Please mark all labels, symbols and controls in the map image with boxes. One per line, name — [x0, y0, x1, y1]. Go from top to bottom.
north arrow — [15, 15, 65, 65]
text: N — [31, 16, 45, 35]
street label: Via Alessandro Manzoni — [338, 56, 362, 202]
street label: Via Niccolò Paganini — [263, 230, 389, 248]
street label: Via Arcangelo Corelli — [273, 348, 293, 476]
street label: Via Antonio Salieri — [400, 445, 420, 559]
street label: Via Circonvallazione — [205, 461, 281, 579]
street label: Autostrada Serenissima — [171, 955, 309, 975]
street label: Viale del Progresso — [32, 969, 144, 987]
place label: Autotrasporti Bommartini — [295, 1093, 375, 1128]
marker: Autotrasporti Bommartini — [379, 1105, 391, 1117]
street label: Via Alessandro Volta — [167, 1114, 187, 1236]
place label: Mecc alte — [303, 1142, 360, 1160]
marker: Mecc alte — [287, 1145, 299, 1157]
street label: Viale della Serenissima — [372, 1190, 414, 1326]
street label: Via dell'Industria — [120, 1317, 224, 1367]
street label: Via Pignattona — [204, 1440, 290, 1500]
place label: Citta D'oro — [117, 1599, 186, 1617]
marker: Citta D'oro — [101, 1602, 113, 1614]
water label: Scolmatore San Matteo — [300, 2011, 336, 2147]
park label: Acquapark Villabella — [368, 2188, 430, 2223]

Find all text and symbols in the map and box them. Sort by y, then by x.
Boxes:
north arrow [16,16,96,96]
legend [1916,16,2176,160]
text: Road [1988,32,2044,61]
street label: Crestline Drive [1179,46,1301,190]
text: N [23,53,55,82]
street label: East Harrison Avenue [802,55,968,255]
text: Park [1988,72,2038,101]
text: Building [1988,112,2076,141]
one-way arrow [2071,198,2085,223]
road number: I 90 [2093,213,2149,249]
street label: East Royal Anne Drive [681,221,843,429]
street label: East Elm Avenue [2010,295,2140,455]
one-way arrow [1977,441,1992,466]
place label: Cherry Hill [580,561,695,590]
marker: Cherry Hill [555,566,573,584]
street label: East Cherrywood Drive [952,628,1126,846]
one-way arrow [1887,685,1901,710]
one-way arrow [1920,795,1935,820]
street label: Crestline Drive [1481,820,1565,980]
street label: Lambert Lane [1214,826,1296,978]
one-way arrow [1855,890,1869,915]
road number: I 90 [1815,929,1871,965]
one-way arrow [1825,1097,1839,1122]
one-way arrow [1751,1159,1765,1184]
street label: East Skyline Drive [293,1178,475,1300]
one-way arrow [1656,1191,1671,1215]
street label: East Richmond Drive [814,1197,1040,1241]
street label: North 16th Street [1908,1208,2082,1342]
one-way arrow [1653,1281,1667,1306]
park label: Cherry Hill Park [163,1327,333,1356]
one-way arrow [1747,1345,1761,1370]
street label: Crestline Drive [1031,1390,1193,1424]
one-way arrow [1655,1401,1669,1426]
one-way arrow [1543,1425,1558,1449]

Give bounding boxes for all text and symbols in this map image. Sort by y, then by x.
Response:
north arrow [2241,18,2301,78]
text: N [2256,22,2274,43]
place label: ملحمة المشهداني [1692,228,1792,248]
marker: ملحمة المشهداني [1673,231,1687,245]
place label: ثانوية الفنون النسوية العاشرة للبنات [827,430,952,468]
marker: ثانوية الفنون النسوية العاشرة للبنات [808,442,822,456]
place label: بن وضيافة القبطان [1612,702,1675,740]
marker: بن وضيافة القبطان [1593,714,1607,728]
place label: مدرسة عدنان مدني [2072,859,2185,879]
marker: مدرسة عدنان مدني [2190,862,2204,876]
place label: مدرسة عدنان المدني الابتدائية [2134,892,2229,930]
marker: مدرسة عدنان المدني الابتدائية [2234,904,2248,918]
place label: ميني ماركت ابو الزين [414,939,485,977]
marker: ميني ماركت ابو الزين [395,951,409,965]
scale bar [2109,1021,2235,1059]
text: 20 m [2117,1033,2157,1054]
═══
What is needed: Set down every record once more, exactly as written.

Reply:
Please mark all labels, symbols and controls in the map image with boxes. One per line, name — [x0, y0, x1, y1]. Go from top to bottom.
north arrow — [15, 15, 65, 65]
text: N — [31, 16, 45, 35]
street label: Via Alessandro Manzoni — [338, 56, 362, 202]
street label: Via Niccolò Paganini — [263, 230, 389, 248]
street label: Via Arcangelo Corelli — [273, 348, 293, 476]
street label: Via Antonio Salieri — [400, 445, 420, 559]
street label: Via Circonvallazione — [205, 461, 281, 579]
street label: Autostrada Serenissima — [171, 955, 309, 975]
street label: Viale del Progresso — [32, 969, 144, 987]
place label: Autotrasporti Bommartini — [295, 1093, 375, 1128]
marker: Autotrasporti Bommartini — [379, 1105, 391, 1117]
street label: Via Alessandro Volta — [167, 1114, 187, 1236]
place label: Mecc alte — [303, 1142, 360, 1160]
marker: Mecc alte — [287, 1145, 299, 1157]
street label: Viale della Serenissima — [372, 1190, 414, 1326]
street label: Via dell'Industria — [120, 1317, 224, 1367]
street label: Via Pignattona — [204, 1440, 290, 1500]
place label: Citta D'oro — [117, 1599, 186, 1617]
marker: Citta D'oro — [101, 1602, 113, 1614]
water label: Scolmatore San Matteo — [300, 2011, 336, 2147]
park label: Acquapark Villabella — [368, 2188, 430, 2223]

Find all text and symbols in the map and box them. Sort by y, then by x.
Boxes:
north arrow [16,16,96,96]
legend [1916,16,2176,160]
text: Road [1988,32,2044,61]
street label: Crestline Drive [1179,46,1301,190]
text: N [23,53,55,82]
street label: East Harrison Avenue [802,55,968,255]
text: Park [1988,72,2038,101]
text: Building [1988,112,2076,141]
one-way arrow [2071,198,2085,223]
road number: I 90 [2093,213,2149,249]
street label: East Royal Anne Drive [681,221,843,429]
street label: East Elm Avenue [2010,295,2140,455]
one-way arrow [1977,441,1992,466]
place label: Cherry Hill [580,561,695,590]
marker: Cherry Hill [555,566,573,584]
street label: East Cherrywood Drive [952,628,1126,846]
one-way arrow [1887,685,1901,710]
one-way arrow [1920,795,1935,820]
street label: Crestline Drive [1481,820,1565,980]
street label: Lambert Lane [1214,826,1296,978]
one-way arrow [1855,890,1869,915]
road number: I 90 [1815,929,1871,965]
one-way arrow [1825,1097,1839,1122]
one-way arrow [1751,1159,1765,1184]
street label: East Skyline Drive [293,1178,475,1300]
one-way arrow [1656,1191,1671,1215]
street label: East Richmond Drive [814,1197,1040,1241]
street label: North 16th Street [1908,1208,2082,1342]
one-way arrow [1653,1281,1667,1306]
park label: Cherry Hill Park [163,1327,333,1356]
one-way arrow [1747,1345,1761,1370]
street label: Crestline Drive [1031,1390,1193,1424]
one-way arrow [1655,1401,1669,1426]
one-way arrow [1543,1425,1558,1449]

Give bounding boxes for all text and symbols in this map image. Sort by y, then by x.
Response:
north arrow [2241,18,2301,78]
text: N [2256,22,2274,43]
place label: ملحمة المشهداني [1692,228,1792,248]
marker: ملحمة المشهداني [1673,231,1687,245]
place label: ثانوية الفنون النسوية العاشرة للبنات [827,430,952,468]
marker: ثانوية الفنون النسوية العاشرة للبنات [808,442,822,456]
place label: بن وضيافة القبطان [1612,702,1675,740]
marker: بن وضيافة القبطان [1593,714,1607,728]
place label: مدرسة عدنان مدني [2072,859,2185,879]
marker: مدرسة عدنان مدني [2190,862,2204,876]
place label: مدرسة عدنان المدني الابتدائية [2134,892,2229,930]
marker: مدرسة عدنان المدني الابتدائية [2234,904,2248,918]
place label: ميني ماركت ابو الزين [414,939,485,977]
marker: ميني ماركت ابو الزين [395,951,409,965]
scale bar [2109,1021,2235,1059]
text: 20 m [2117,1033,2157,1054]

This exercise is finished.